# AN EMBEDDED LINUX SYSTEM BASED ON POWERPC

Ye Mei, Guanjuan, Tian Yurun, IHEP, Beijing, P.R. CNINA Chu Yuanping, Zhu Kejun, Zhao Jingwei, IHEP, Beijing, P.R. CNINA

### Abstract

This article introduces an Embedded Linux System based on VME series PowerPC as well as the essential method on how to set up the system. The goal of the system is to build a testbed for VMEbus device of Front-End Electronics. It also can be used to set up the data acquisition and control system. Two types of compiler are provided by the developer system according to the features of the system and the PowerPC. At the top of the article some typical embedded Operation system will be introduced and the features of different system will be provided. And then the method on how to build an embedded Linux system as well as the key technique will be discussed in detail. Finally a successful data acquisition example will be given based on the test system.

# **INTRODUCTION**

It has been 12 years since the commission of the Beijing Spectrometer (BES) at Beijing Electron Positron Collider (BEPC). Both machine and detector have undergone the upgrade. According to the machine design and physics goals, BEPCII is designed with a peak luminosity of 10<sup>33</sup>cm<sup>-2</sup>sec<sup>-1</sup>. After Level 1 trigger, the estimated event rate will be about 4000Hz at J/Ψ peak. The total channel number of electronics will be up to 40K, among which there will be 30K ADCs and TDCs. The new electronics will up to higher event rate and has much more noise environment. The DAQ system will adopt embedded real time operation system (RTOS) and corresponding programming techniques to fit the readout requirement of the Front-End Electronics (FEE).

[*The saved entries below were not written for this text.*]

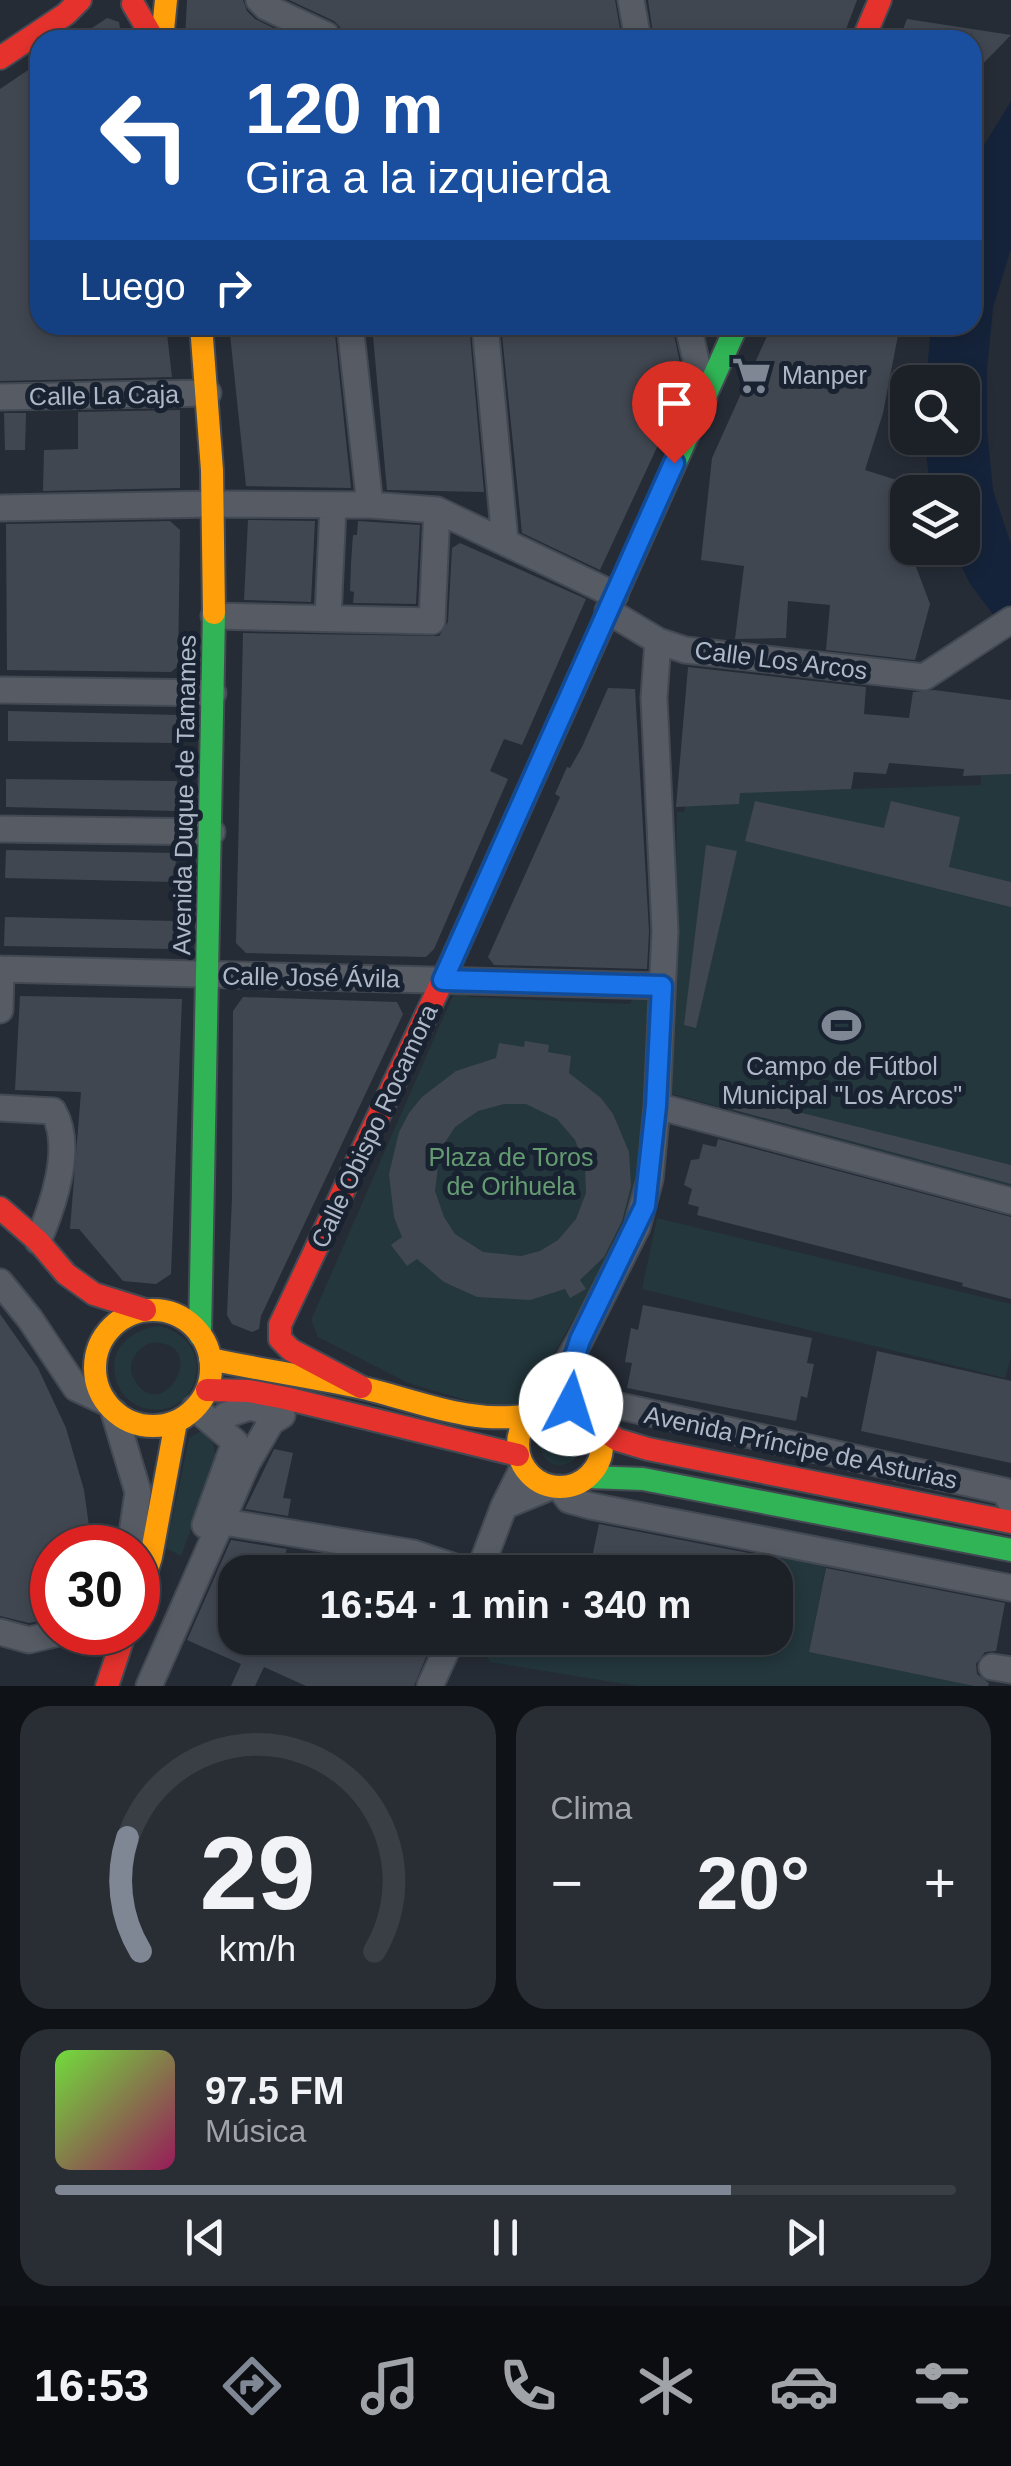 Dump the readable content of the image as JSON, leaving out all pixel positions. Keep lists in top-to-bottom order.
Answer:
{
  "streets": {
    "street": [
      "Calle La Caja",
      "Calle Los Arcos",
      "Avenida Duque de Tamames",
      "Calle José Ávila",
      "Calle Obispo Rocamora",
      "Avenida Príncipe de Asturias"
    ]
  },
  "crossings": [
    ["Calle La Caja", "Avenida Duque de Tamames"],
    ["Calle Los Arcos", "Avenida Duque de Tamames"],
    ["Calle Los Arcos", "Calle Obispo Rocamora"],
    ["Avenida Duque de Tamames", "Calle José Ávila"],
    ["Calle José Ávila", "Calle Obispo Rocamora"]
  ],
  "parks": ["Plaza de Toros de Orihuela"],
  "places": {
    "supermarket": ["Manper"],
    "sports": ["Campo de Fútbol Municipal \"Los Arcos\""]
  },
  "page": {
    "turn": ["120 m", "Gira a la izquierda"],
    "then": "Luego",
    "limit": "30",
    "trip": "16:54 · 1 min · 340 m",
    "tile": "Clima",
    "heat": ["−", "20°", "+"],
    "song": ["97.5 FM", "Música"],
    "tabs": "16:53",
    "gauge": ["29", "km/h"]
  }
} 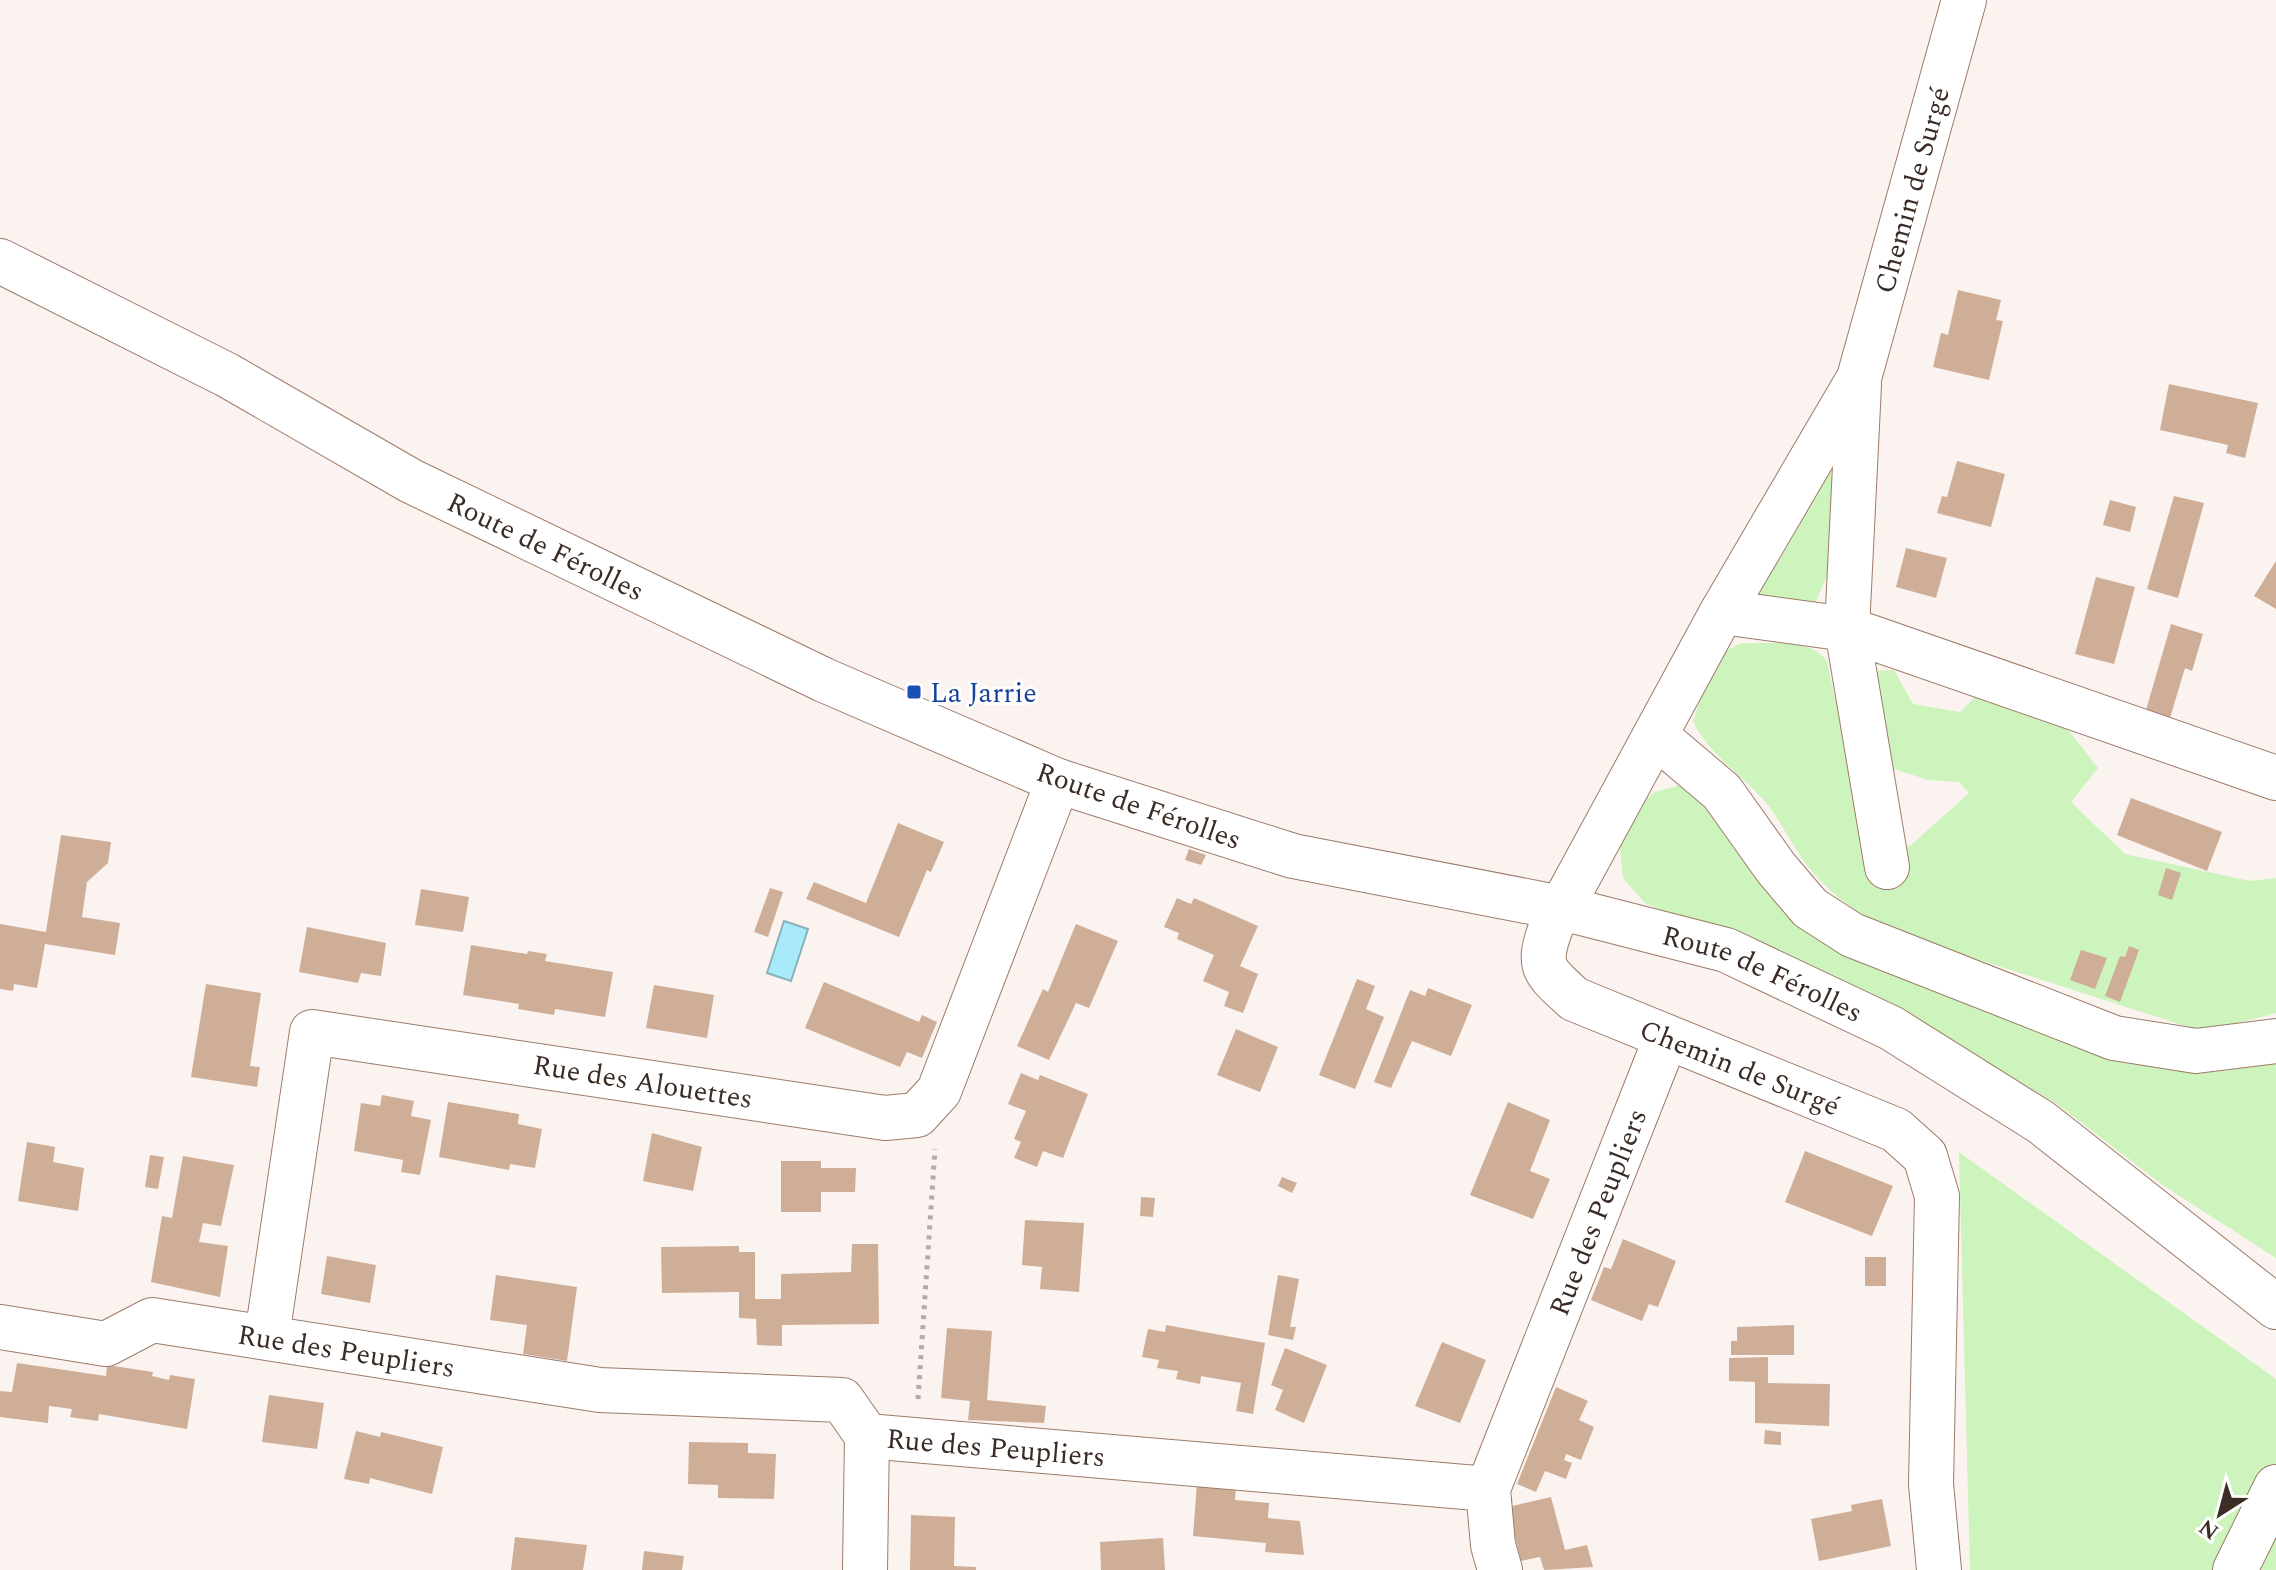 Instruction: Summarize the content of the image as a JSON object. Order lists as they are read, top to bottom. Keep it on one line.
{"streets":{"main road":["Chemin de Surgé","Route de Férolles","Rue des Alouettes","Rue des Peupliers"]},"crossings":[["Chemin de Surgé","Route de Férolles"],["Chemin de Surgé","Rue des Peupliers"],["Route de Férolles","Rue des Alouettes"],["Rue des Alouettes","Rue des Peupliers"]],"places":{"transit":["La Jarrie"]},"north":"bottom left"} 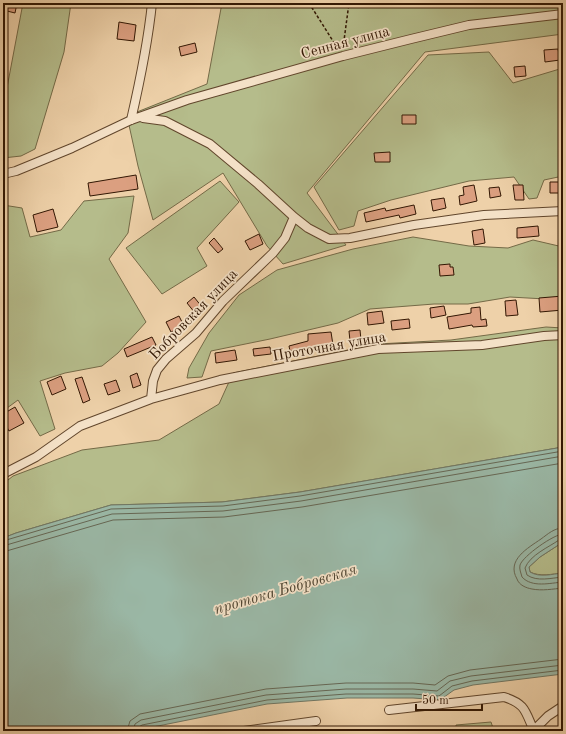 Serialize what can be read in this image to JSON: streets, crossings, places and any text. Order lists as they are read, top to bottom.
{
  "streets": {
    "street": ["Сенная улица", "Бобровская улица", "Проточная улица"]
  },
  "crossings": [
    ["Бобровская улица", "Проточная улица"]
  ],
  "water": ["протока Бобровская"],
  "scale_bar": "50 m"
} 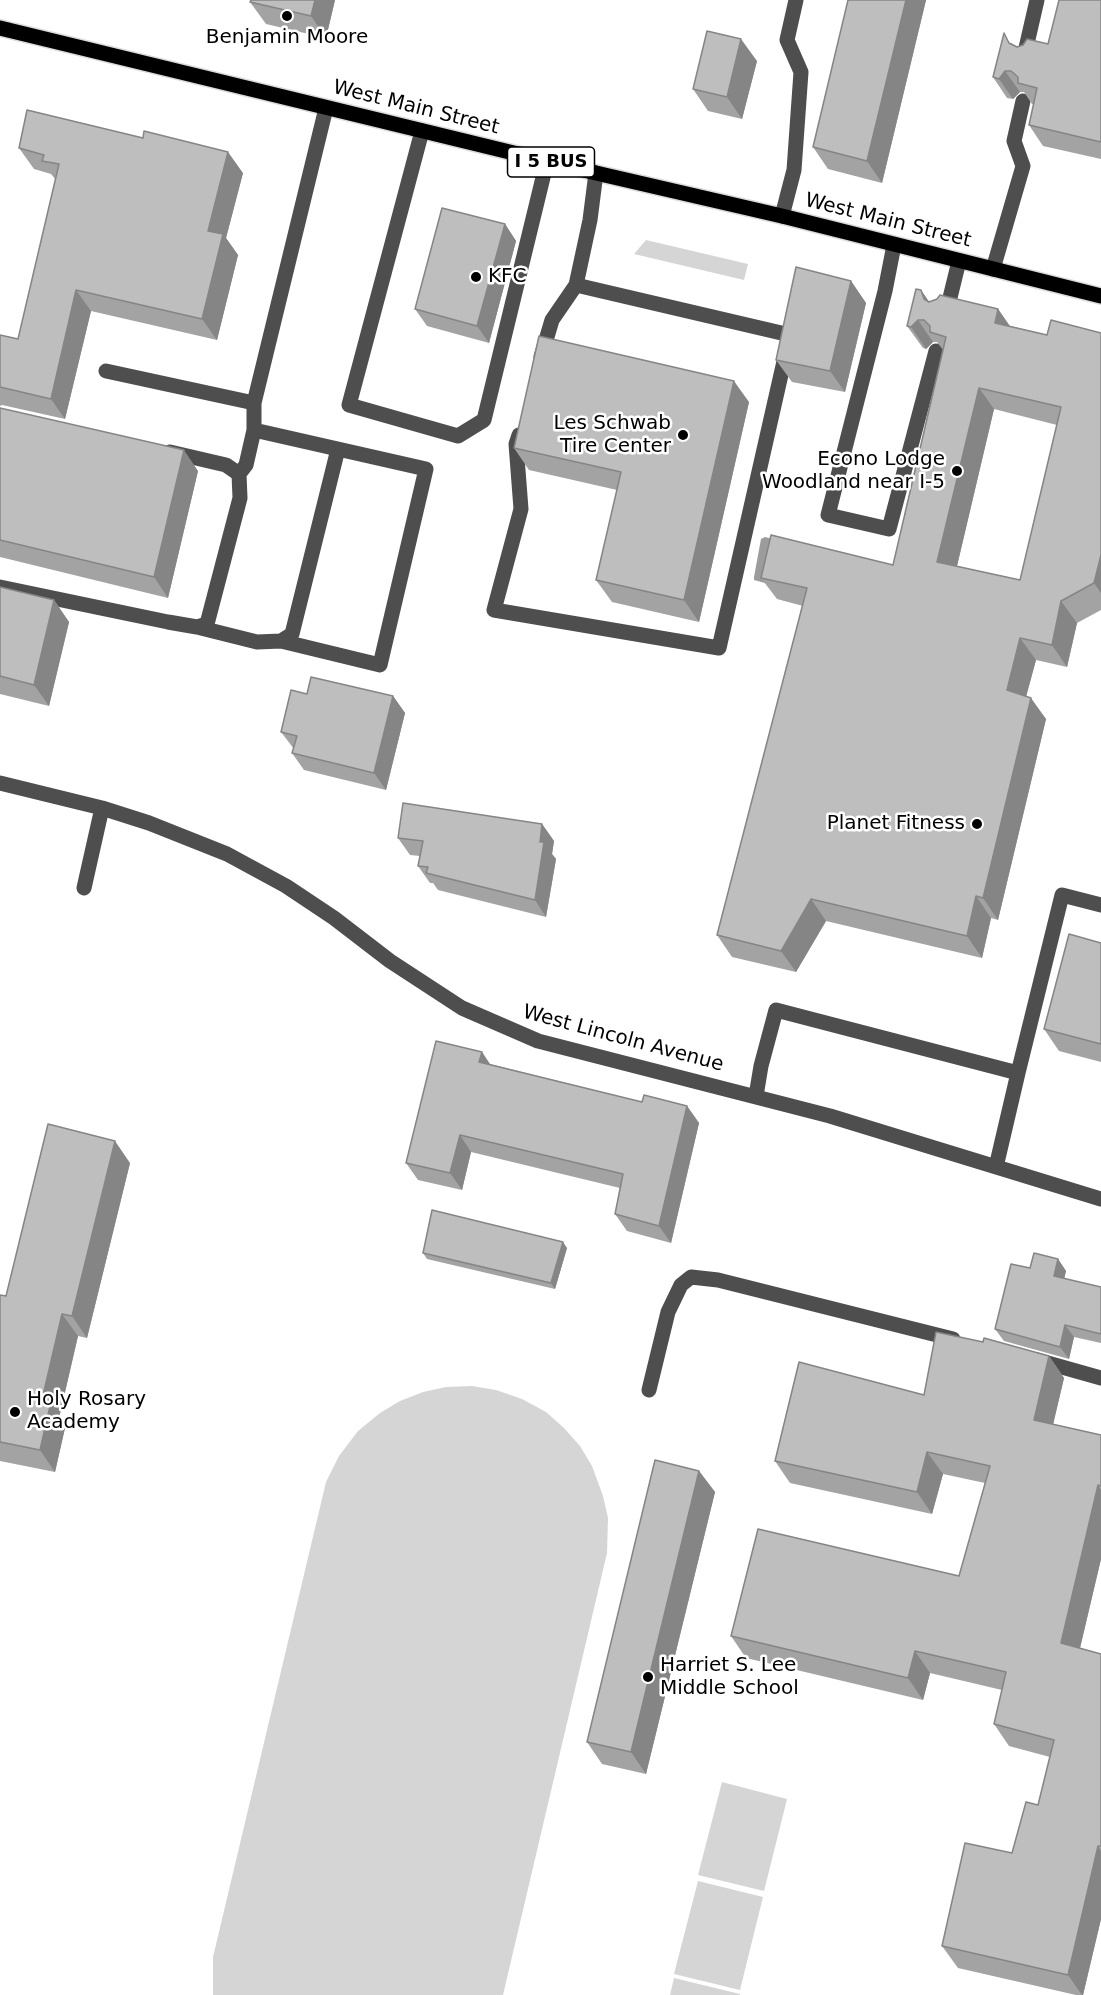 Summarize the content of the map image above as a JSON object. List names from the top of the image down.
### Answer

Considering the high price of the commercial RTOS such as VxWorks, LynxOS, the main purpose of this paper is to discuss the possibility of using the embedded real-time Linux as the operating system of the readout system.

## The Readout System

The main tasks of the readout system are collecting event data from the front-end electronics after Level 1 trigger; transferring data fragments from the VME readout crate to the readout PC which related to online computer farm through two levels of computer preprocessing and high speed network transmission. The system is designed to adopt Motorola's PowerPC as the front-end processor to readout data from the FEEs. On the basis of real-time operation system, the advanced computer and network technologies, multi-level parallel data collecting/processing schemes will be adopted. The readout system is intended for work with the readout

electronics. Before the start of run, it performs initialization and calibrations of sub-systems; during the run, it reads data from the VME readout crates, each holding a system controller and some FEE readout modules (ADC and/or TDC). The VME processor, PowerPC, an embedded single board computer is used to collect, pre-process and transfer data. Several readout crates are connected to a readout PC through fast Ethernet, thus constituting a readout branch. All the readout branches are connected to the online computer farm through gigabit switch, constituting the backbone of the DAQ data flow. Sub-event packages, coming from each readout branch, are assembled in the online computer farm. After being filtered and processed, the events are recorded in persistent media.

#### RTOS

As a general-purpose operating system, Linux is optimized for average performance across all types of applications. While this is suitable for most desktop and server environments, it poses problems for environments where the performance or behavior of some applications is sensitive to the latency of response. The TimeSys Linux kernel enhancements are geared to improve and give better control to application developers on the latency of response that they can achieve. These enhancements include a fully preemptible kernel, schedulable hard and soft interrupt processing, an enhanced low-latency scheduler, and improved process time accounting.

# TESTBED ARCHITECTURE

In order to check if the designed system can read out large amount of data from the FEEs and fit the requirement of high frequency data acquisition, The testbed is designed on a VME crate as figure 1 showed. A PowerPC named MVME5500 is used as the VME processor to collect data from FEEs. Another PowerPC named MVME2431 acts as electronic modules, which can generate VME interrupt and Monte Carlo (MC) data. Both of the PowerPCs are placed at the same VME crate. An x86 PC so called host machine supports develop console, net file system (nfs) and related cross compiling tools, on which installed with TimeSys Software Development Kit (SDK) and TimeSys Storm, an Integrated Development Environment (IDE). The PC installed TimeTrace, a Windows-based profiling environment, could provide execution data from the runtime target and reveals the critical events happening in the application, such as context switches, timer events, scheduling events, and more, so the problem areas can be pinpointed through the Ethernet. The data fragment collected by the MVME5500 will be packed and



Figure 1: The system Architecture of the experimental environment

transferred to the readout PC, which pack the data of the several crates and submit to the online software. To accomplish above tasks, the experiment system must be designed to have the following functions:

- To collect data from the VME readout modules (ADC and TDC) at high speed and full utilize the VME bus bandwidth;
- To set up the multi-level buffering techniques that solve the "bottleneck" problem caused by the VME data fragments assembling and the network transmission:
- To use the necessary task synchronization strategy and software protocols that ensure the correct parallel processing;
- To build the effective channel between the kernel module and the user module;
- To provide the corresponding program that simulate the Front-End Electronics modules to generate the VMEbus trigger and Monte Carlo data;
- To establish the APIs between the readout code and the online software.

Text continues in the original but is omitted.